BRABANTIO. – Ô ciel! – Comment est-elle sortie? – Ô trahison de mon sang! – Pères, ne vous fiez plus au cœur de vos filles d’après la conduite que vous leur voyez tenir. – Mais n’est-il pas des charmes par lesquels on peut corrompre la virginité et les penchants de la jeunesse? Roderigo, n’avez-vous rien lu sur de pareilles choses?


RODERIGO. – Oui, en vérité, seigneur, je l’ai lu.


BRABANTIO. – Appelez mon frère. – Oh! que je voudrais vous l’avoir donnée! – Que les uns prennent un chemin, et les autres un autre. – Savez-vous où nous pourrons la surprendre avec le More?


RODERIGO. – J’espère pouvoir le découvrir, si vous voulez emmener une bonne escorte et venir avec moi.


BRABANTIO. – Ah! je vous prie, conduisez-nous. À chaque maison je veux appeler: je puis demander du monde presque partout: Prenez vos armes, courons: rassemblez quelques officiers chargés du service de nuit. Allons! marchons. – Honnête Roderigo, je vous récompenserai de votre peine.


(Ils sortent.)

SCÈNE II

Une autre rue.


Les mêmes. Entrent OTHELLO, JAGO et des SERVITEURS.


JAGO. – Quoique dans le métier de la guerre j’aie tué des hommes, cependant je tiens qu’il est de l’essence de la conscience de ne pas commettre un meurtre prémédité: je manque quelquefois de méchanceté quand j’en aurais besoin. Neuf ou dix fois j’ai été tenté de le piquer sous les côtes.


OTHELLO. – La chose vaut mieux comme elle est.


JAGO. – Soit. Cependant il a tant bavardé, il a vomi tant de propos révoltants, injurieux à votre honneur, qu’avec le peu de vertu que je possède, j’ai eu bien de la peine à me contenir. Mais, dites-moi, je vous prie, seigneur, êtes-vous solidement marié? Songez-y bien, le magnifique [5] est très-aimé; et sa voix, quand il le veut, a deux fois autant de puissance que celle du duc: il va vous forcer au divorce, ou il fera peser sur vous autant d’embarras et de chagrins que pourra lui en fournir la loi, soutenue de tout son crédit.

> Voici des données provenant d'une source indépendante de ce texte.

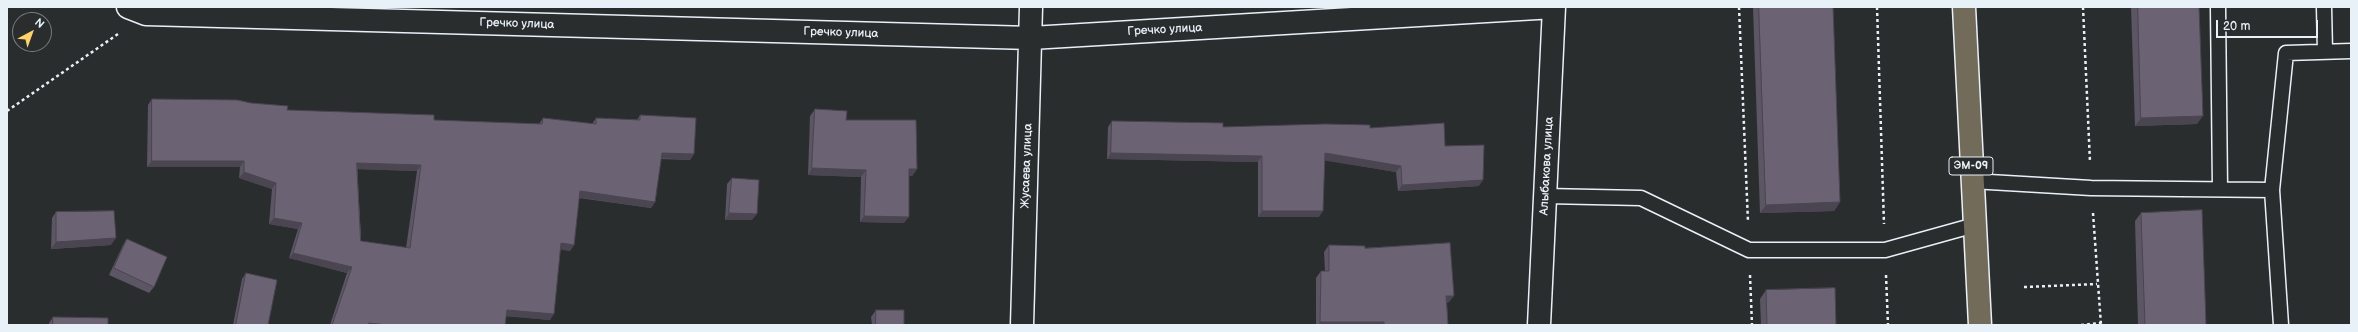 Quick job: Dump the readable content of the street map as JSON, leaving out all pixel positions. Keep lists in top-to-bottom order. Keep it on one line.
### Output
{"streets":{"highway":["ЭМ-09"],"street":["Гречко улица","Жусаева улица","Алыбакова улица"]},"crossings":[["Гречко улица","Жусаева улица"],["Гречко улица","Алыбакова улица"]],"scale_bar":"20 m","north":"top right"} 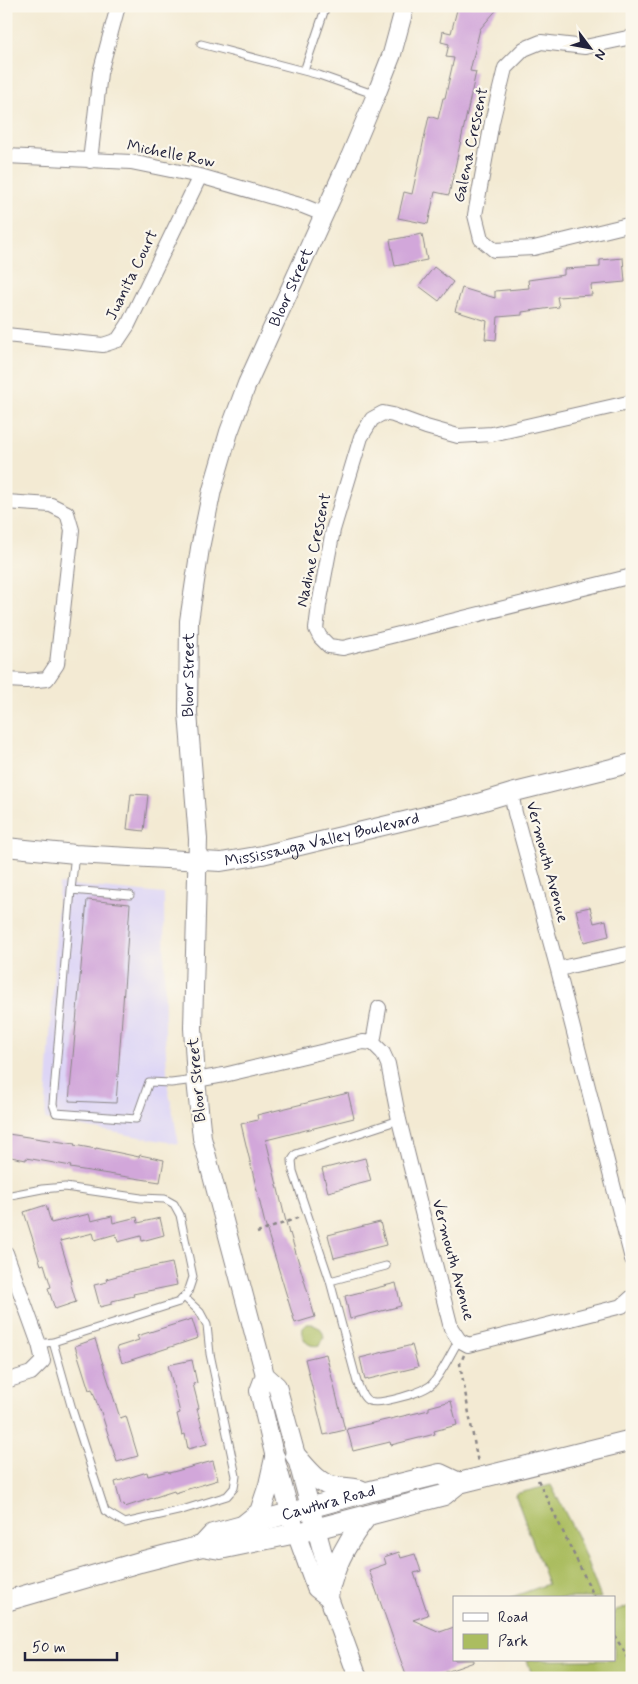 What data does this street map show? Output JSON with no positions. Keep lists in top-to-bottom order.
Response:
{
  "streets": {
    "main road": ["Cawthra Road"],
    "street": [
      "Galena Crescent",
      "Michelle Row",
      "Juanita Court",
      "Bloor Street",
      "Nadine Crescent",
      "Mississauga Valley Boulevard",
      "Vermouth Avenue"
    ]
  },
  "crossings": [
    ["Michelle Row", "Juanita Court"],
    ["Michelle Row", "Bloor Street"],
    ["Bloor Street", "Mississauga Valley Boulevard"],
    ["Bloor Street", "Cawthra Road"],
    ["Mississauga Valley Boulevard", "Vermouth Avenue"]
  ],
  "legend": ["Road", "Park"],
  "scale_bar": "50 m",
  "north": "bottom right"
}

OTHELLO. – Qu’il fasse du pis qu’il pourra; les services que j’ai rendus à la Seigneurie parleront plus haut que ses plaintes. On ne sait pas encore, et je le publierai si je vois qu’il y ait de l’honneur à s’en vanter, que je tire la vie et l’être d’ancêtres assis sur un trône, et mes mérites peuvent répondre, la tête haute, à la haute fortune que j’ai conquise. Car sache, Jago, que si je n’aimais la charmante Desdémona, je ne voudrais pas pour tous les trésors de la mer, enfermer ni gêner ma destinée jusqu’ici libre et sans liens. – Mais vois, que sont ces lumières qui viennent là-bas?

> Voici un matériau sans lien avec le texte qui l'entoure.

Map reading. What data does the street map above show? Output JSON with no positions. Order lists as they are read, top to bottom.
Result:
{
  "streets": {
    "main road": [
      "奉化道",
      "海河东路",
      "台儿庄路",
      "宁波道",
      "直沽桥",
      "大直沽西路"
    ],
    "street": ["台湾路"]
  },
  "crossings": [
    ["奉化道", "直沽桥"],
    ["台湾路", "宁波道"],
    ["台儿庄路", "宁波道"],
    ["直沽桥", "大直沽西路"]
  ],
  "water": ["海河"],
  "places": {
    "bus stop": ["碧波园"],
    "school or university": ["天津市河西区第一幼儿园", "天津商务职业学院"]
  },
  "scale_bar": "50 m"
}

(Entrent Cassio à distance et quelques officiers avec des flambeaux.)


JAGO. – C’est le père irrité avec ses amis. Vous feriez mieux de rentrer.


OTHELLO. – Mais, non: il faut qu’on me trouve. Mon caractère, mon titre, et ma conscience sans reproche me montreront tel que je suis. – Est-ce bien eux?


JAGO. – Par Janus, je pense que non.


OTHELLO. – Les serviteurs du duc et mon lieutenant! – Que la nuit répande ses faveurs sur vous, amis! quelles nouvelles?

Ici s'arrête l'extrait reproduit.